* _About this task_
Below are the records; copy exactly the stretch from the line containing "Quick job: Give" through the line containing "Annotation task. Extract", both ends included, and nothing else.

* _Data records_

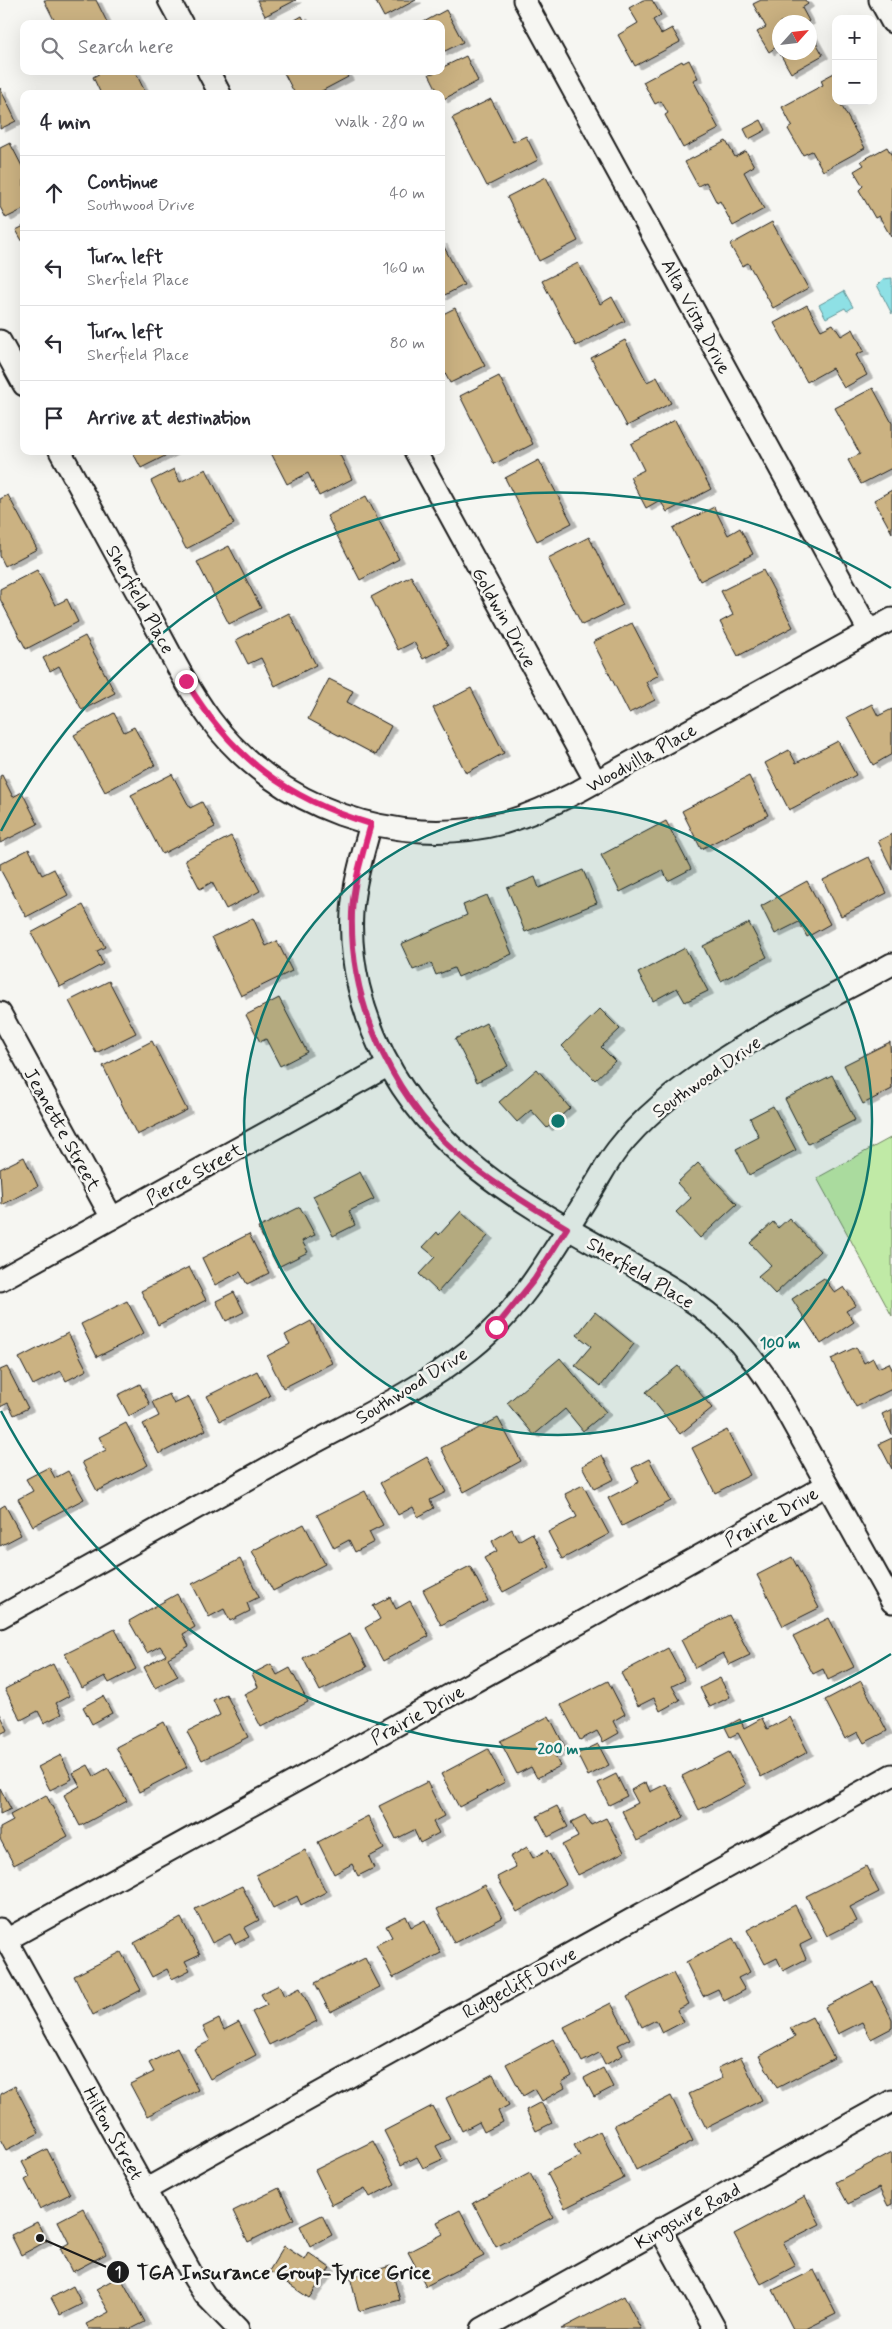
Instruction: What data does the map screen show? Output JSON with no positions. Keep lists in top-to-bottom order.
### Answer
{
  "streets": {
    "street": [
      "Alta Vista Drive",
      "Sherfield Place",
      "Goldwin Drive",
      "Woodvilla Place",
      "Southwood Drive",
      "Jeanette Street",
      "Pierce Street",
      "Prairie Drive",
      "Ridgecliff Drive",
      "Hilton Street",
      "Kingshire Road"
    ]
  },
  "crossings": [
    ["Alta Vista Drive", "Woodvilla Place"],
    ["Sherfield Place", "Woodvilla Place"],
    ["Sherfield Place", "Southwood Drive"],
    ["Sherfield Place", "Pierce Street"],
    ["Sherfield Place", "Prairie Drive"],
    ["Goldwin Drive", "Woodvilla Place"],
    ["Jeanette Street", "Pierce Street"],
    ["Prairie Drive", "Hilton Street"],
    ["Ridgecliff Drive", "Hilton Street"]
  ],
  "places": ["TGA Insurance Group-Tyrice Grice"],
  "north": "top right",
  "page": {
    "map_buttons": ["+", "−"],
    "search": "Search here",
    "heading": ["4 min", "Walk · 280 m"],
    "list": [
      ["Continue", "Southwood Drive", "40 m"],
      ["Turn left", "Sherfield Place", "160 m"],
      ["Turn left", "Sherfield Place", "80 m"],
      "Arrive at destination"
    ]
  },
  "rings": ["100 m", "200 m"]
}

* * *

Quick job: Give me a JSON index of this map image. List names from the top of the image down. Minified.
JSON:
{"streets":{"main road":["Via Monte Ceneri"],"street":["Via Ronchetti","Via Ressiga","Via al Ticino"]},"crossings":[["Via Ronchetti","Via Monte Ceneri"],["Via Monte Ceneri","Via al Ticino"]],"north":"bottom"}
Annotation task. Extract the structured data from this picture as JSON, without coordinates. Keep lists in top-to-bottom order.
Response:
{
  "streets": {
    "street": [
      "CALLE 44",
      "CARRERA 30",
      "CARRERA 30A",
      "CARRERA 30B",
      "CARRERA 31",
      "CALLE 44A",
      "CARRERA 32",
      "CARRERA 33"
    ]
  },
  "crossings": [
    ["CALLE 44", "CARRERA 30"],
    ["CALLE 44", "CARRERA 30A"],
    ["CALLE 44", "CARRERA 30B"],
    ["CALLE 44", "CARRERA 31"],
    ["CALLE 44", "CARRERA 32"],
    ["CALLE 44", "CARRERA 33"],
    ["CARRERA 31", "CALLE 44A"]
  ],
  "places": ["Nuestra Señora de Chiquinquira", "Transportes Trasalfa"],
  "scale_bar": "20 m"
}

--

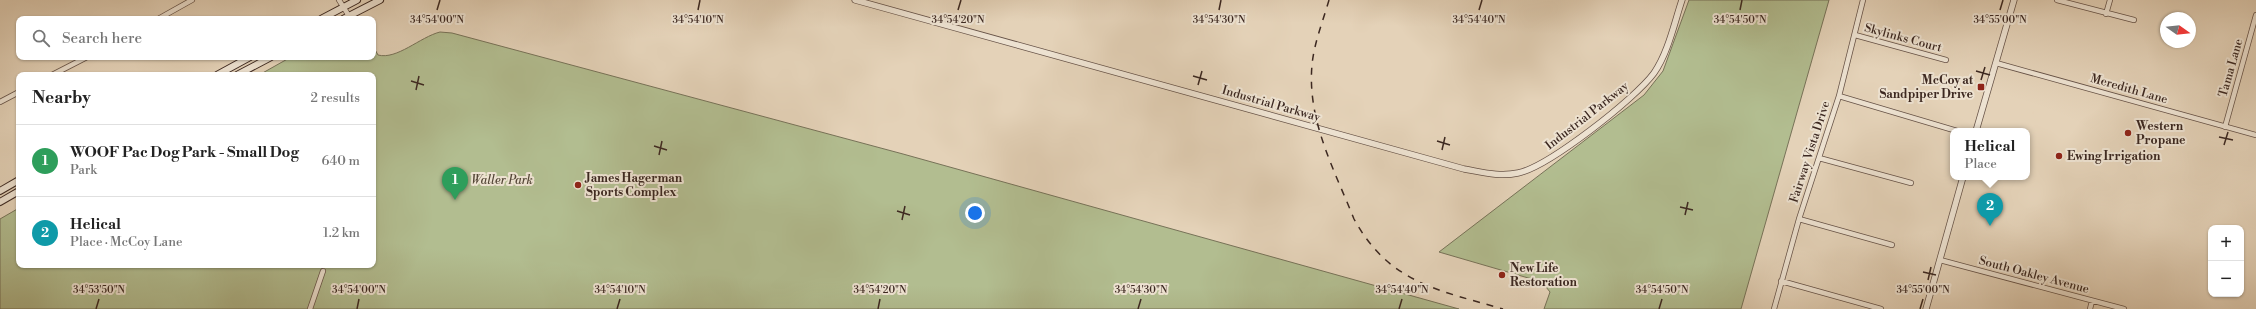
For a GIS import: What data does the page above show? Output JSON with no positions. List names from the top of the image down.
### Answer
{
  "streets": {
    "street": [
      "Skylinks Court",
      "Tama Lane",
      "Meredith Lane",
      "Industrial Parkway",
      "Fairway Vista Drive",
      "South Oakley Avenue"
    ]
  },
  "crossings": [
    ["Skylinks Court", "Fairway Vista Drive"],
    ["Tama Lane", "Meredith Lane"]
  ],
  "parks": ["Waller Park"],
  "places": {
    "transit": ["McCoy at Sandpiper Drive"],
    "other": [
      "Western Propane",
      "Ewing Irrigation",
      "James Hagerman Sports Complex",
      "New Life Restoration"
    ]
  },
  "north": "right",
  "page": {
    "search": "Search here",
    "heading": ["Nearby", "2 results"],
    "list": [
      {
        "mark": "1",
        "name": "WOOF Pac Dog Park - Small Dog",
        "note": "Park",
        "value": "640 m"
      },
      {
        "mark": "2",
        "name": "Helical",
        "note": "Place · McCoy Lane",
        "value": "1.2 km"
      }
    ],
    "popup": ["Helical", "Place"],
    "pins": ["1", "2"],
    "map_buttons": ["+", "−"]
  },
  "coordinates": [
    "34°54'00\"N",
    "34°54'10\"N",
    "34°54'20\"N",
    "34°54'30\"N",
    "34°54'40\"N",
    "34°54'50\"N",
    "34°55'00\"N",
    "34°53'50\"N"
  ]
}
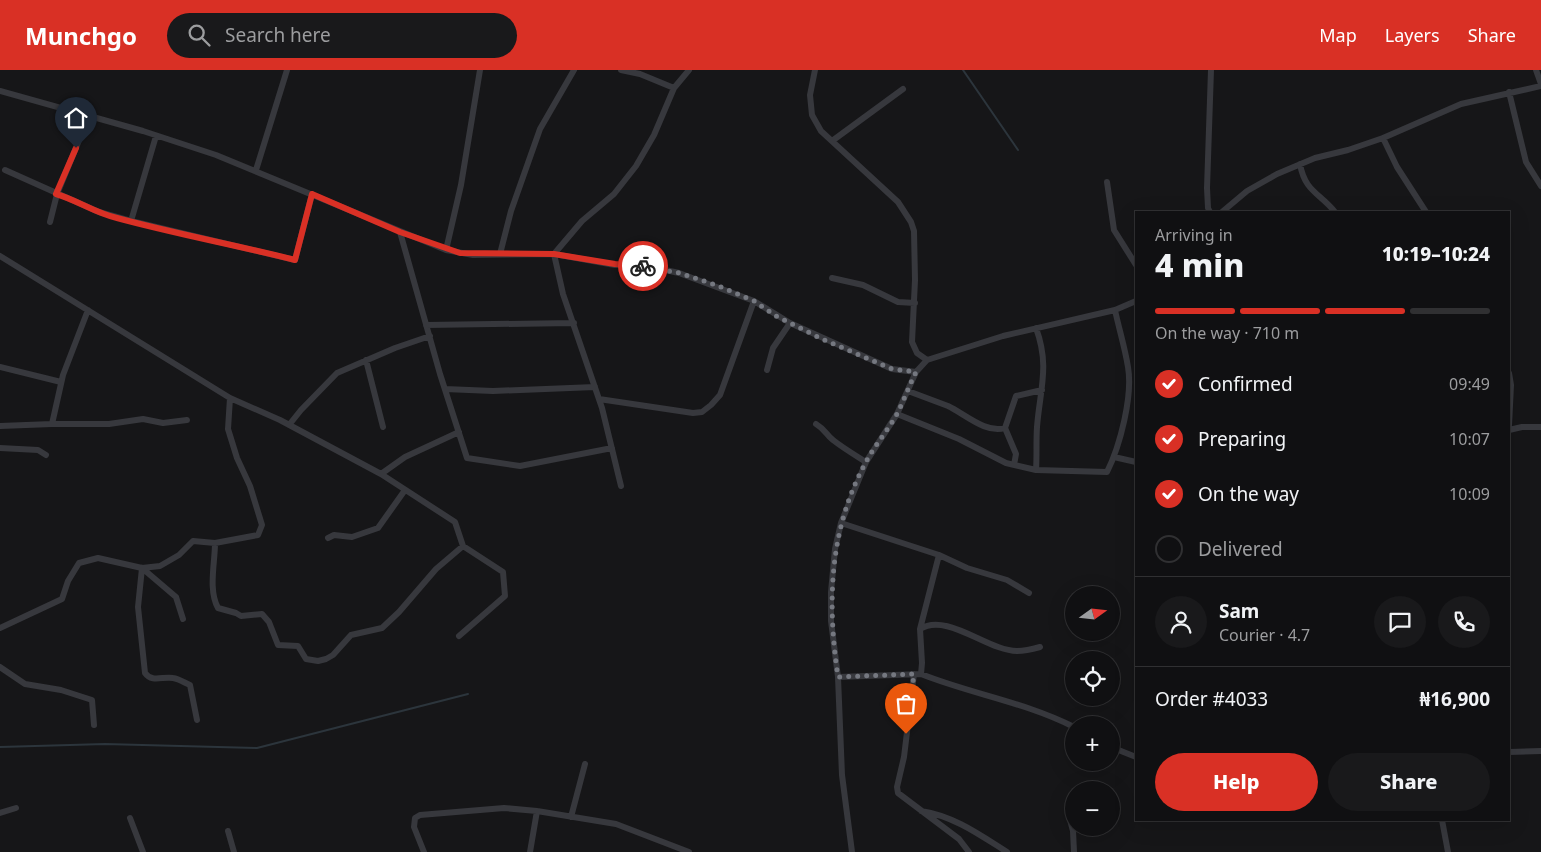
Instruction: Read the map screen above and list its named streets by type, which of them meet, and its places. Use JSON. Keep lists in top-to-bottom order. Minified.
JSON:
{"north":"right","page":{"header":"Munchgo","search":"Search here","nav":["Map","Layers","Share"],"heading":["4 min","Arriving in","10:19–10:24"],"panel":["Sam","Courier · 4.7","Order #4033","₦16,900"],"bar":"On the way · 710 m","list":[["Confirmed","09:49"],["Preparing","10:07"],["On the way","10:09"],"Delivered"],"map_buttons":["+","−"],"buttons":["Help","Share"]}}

* _Response to this task_
Quick job: Give me a JSON index of this map image. List names from the top of the image down. Minified.
JSON:
{"streets":{"main road":["Via Monte Ceneri"],"street":["Via Ronchetti","Via Ressiga","Via al Ticino"]},"crossings":[["Via Ronchetti","Via Monte Ceneri"],["Via Monte Ceneri","Via al Ticino"]],"north":"bottom"}
Annotation task. Extract the structured data from this picture as JSON, without coordinates. Keep lists in top-to-bottom order.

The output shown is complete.